Work to be completed: For this exercise, return all the data word for word, with images left out.

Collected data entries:
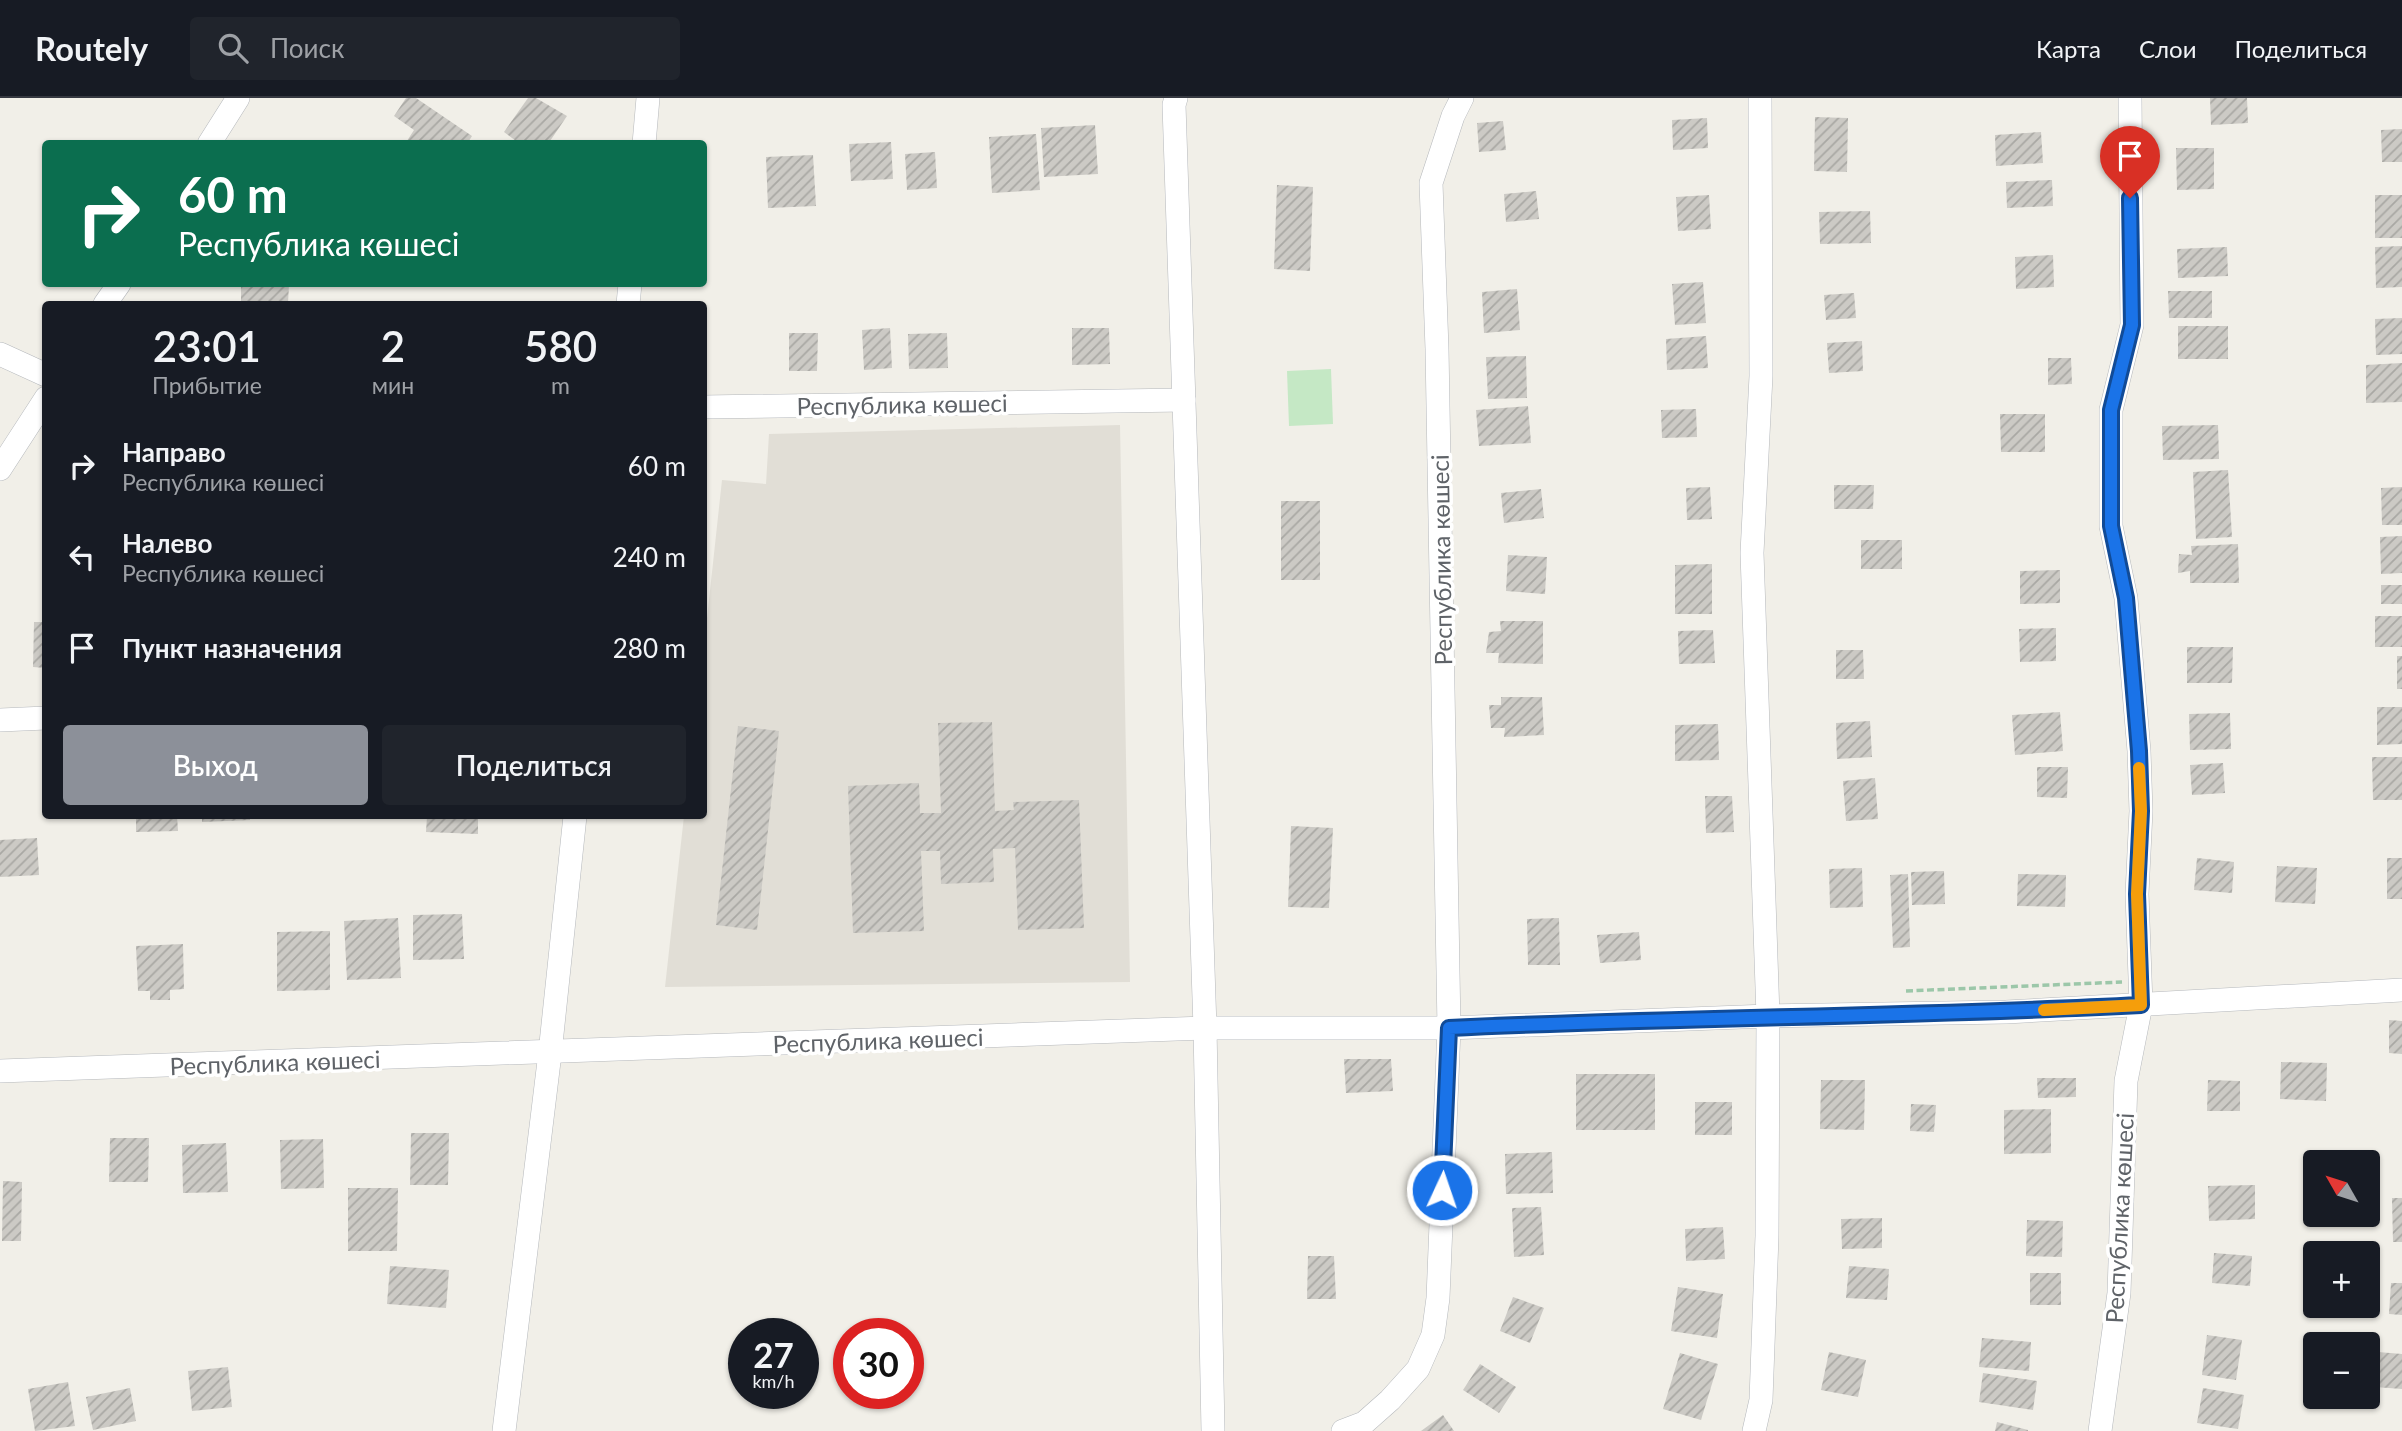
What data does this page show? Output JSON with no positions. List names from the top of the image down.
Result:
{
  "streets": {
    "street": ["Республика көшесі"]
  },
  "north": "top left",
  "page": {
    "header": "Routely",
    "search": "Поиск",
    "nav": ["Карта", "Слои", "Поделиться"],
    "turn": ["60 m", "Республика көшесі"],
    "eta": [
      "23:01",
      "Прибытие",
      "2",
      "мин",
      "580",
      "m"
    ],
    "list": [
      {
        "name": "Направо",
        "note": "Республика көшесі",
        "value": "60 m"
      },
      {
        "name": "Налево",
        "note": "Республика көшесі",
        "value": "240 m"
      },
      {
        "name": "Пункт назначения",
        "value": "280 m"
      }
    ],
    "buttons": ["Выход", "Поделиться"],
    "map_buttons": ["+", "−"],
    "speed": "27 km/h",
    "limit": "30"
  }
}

Response area:
What data does this page show? Output JSON with no positions. List names from the top of the image down.
Result:
{
  "streets": {
    "street": ["Республика көшесі"]
  },
  "north": "top left",
  "page": {
    "header": "Routely",
    "search": "Поиск",
    "nav": ["Карта", "Слои", "Поделиться"],
    "turn": ["60 m", "Республика көшесі"],
    "eta": [
      "23:01",
      "Прибытие",
      "2",
      "мин",
      "580",
      "m"
    ],
    "list": [
      {
        "name": "Направо",
        "note": "Республика көшесі",
        "value": "60 m"
      },
      {
        "name": "Налево",
        "note": "Республика көшесі",
        "value": "240 m"
      },
      {
        "name": "Пункт назначения",
        "value": "280 m"
      }
    ],
    "buttons": ["Выход", "Поделиться"],
    "map_buttons": ["+", "−"],
    "speed": "27 km/h",
    "limit": "30"
  }
}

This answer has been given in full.